Action item:
Report all lines from the entries below in which "minor" appears.

=== Recorded data ===

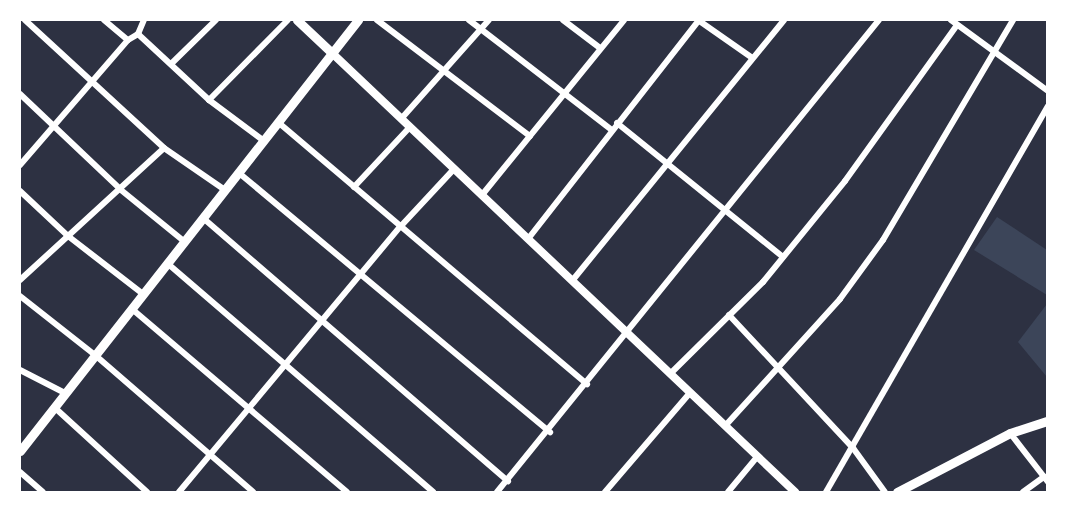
<!DOCTYPE html>
<style>
body{margin:0}
#map{position:relative;width:1067px;height:512px;overflow:hidden;background:#2d3142;font-family:"PT Serif",serif}
div>[style]{position:absolute}
[style*='--x']{left:calc(var(--x)*1px);top:calc(var(--y)*1px);width:calc(var(--w)*1px);rotate:calc(var(--a)*1deg)}
.green>*{inset:0;background:#3c4559}
.minor>*{height:6px;margin:-3px;padding:0 3px;transform-origin:3px;border-radius:3px;background:#fff}
.tertiary>*{height:8px;margin:-4px;padding:0 4px;transform-origin:4px;border-radius:4px;background:#fff}
.secondary>*{height:9px;margin:-4.5px;padding:0 4.5px;transform-origin:4.5px;border-radius:4.5px;background:#fff}
span{translate:-50% -50%;white-space:nowrap;text-align:center;line-height:1.15;-webkit-text-stroke:5px #fff;paint-order:stroke}
.frame{position:absolute;inset:0;border:21px solid #fff;pointer-events:none}
</style>
<div id="map">
<div class="green">
<div style="clip-path:polygon(997px 217px,1047px 250px,1047px 295px,974px 250px)"></div>
<div style="clip-path:polygon(1047px 304px,1047px 377px,1018px 342px)"></div>
</div>
<div class="minor">
<div style="--x:25;--y:20;--w:189;--a:42.6"></div>
<div style="--x:164;--y:148;--w:74;--a:34.5"></div>
<div style="--x:104;--y:20;--w:31;--a:40"></div>
<div style="--x:377;--y:20;--w:192;--a:37.2"></div>
<div style="--x:469;--y:20;--w:180;--a:37.6"></div>
<div style="--x:563;--y:20;--w:46;--a:37.1"></div>
<div style="--x:698;--y:20;--w:65;--a:34.9"></div>
<div style="--x:951;--y:20;--w:120;--a:36.2"></div>
<div style="--x:138;--y:34;--w:97;--a:42.9"></div>
<div style="--x:209;--y:100;--w:69;--a:36.7"></div>
<div style="--x:171;--y:64;--w:63;--a:-44.4"></div>
<div style="--x:20;--y:94;--w:139;--a:43.5"></div>
<div style="--x:121;--y:190;--w:82;--a:39.1"></div>
<div style="--x:209;--y:100;--w:112;--a:-45.4"></div>
<div style="--x:401;--y:119;--w:132;--a:-48.4"></div>
<div style="--x:279;--y:123;--w:404;--a:40.3"></div>
<div style="--x:617;--y:123;--w:213;--a:38.9"></div>
<div style="--x:20;--y:165;--w:165;--a:-49.2"></div>
<div style="--x:128;--y:40;--w:12;--a:-31"></div>
<div style="--x:138;--y:34;--w:15;--a:-67"></div>
<div style="--x:239;--y:173;--w:405;--a:39.8"></div>
<div style="--x:354;--y:187;--w:82;--a:-47"></div>
<div style="--x:20;--y:191;--w:66;--a:43.2"></div>
<div style="--x:68;--y:236;--w:95;--a:37.7"></div>
<div style="--x:482;--y:195;--w:225;--a:-50.9"></div>
<div style="--x:203;--y:218;--w:403;--a:40.8"></div>
<div style="--x:528;--y:239;--w:278;--a:-52"></div>
<div style="--x:167;--y:263;--w:351;--a:40.7"></div>
<div style="--x:20;--y:280;--w:195;--a:-42.5"></div>
<div style="--x:572;--y:281;--w:336;--a:-50.9"></div>
<div style="--x:20;--y:296;--w:95;--a:38.2"></div>
<div style="--x:95;--y:355;--w:209;--a:40.9"></div>
<div style="--x:132;--y:309;--w:282;--a:40.4"></div>
<div style="--x:729;--y:315;--w:182;--a:47"></div>
<div style="--x:853;--y:448;--w:54;--a:54"></div>
<div style="--x:20;--y:370;--w:51;--a:27.1"></div>
<div style="--x:670;--y:374;--w:131;--a:-44.7"></div>
<div style="--x:763;--y:282;--w:130;--a:-50.9"></div>
<div style="--x:845;--y:181;--w:192;--a:-54.3"></div>
<div style="--x:54;--y:407;--w:126;--a:42.4"></div>
<div style="--x:725;--y:426;--w:171;--a:-47.8"></div>
<div style="--x:840;--y:299;--w:73;--a:-53.9"></div>
<div style="--x:883;--y:240;--w:256;--a:-59.4"></div>
<div style="--x:1010;--y:433;--w:62;--a:52.2"></div>
<div style="--x:20;--y:472;--w:30;--a:41"></div>
<div style="--x:179;--y:492;--w:346;--a:-50.2"></div>
<div style="--x:401;--y:226;--w:78;--a:-47.1"></div>
<div style="--x:497;--y:492;--w:607;--a:-51.02"></div>
<div style="--x:605;--y:492;--w:130;--a:-49.4"></div>
<div style="--x:728;--y:492;--w:45;--a:-50.4"></div>
<div style="--x:826;--y:492;--w:445;--a:-60.1"></div>
<div style="--x:1023;--y:492;--w:26;--a:-36"></div>
</div>
<div class="tertiary">
<div style="--x:333;--y:54;--w:637;--a:43.47"></div>
</div>
<div class="secondary">
<div style="--x:297;--y:20;--w:50;--a:43.4"></div>
<div style="--x:20;--y:451;--w:548;--a:-51.9"></div>
<div style="--x:897;--y:492;--w:127;--a:-27.6"></div>
<div style="--x:1010;--y:433;--w:40;--a:-18"></div>
</div>
<div class="frame"></div>
</div>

===

Task result:
.minor>*{height:6px;margin:-3px;padding:0 3px;transform-origin:3px;border-radius:3px;background:#fff}
<div class="minor">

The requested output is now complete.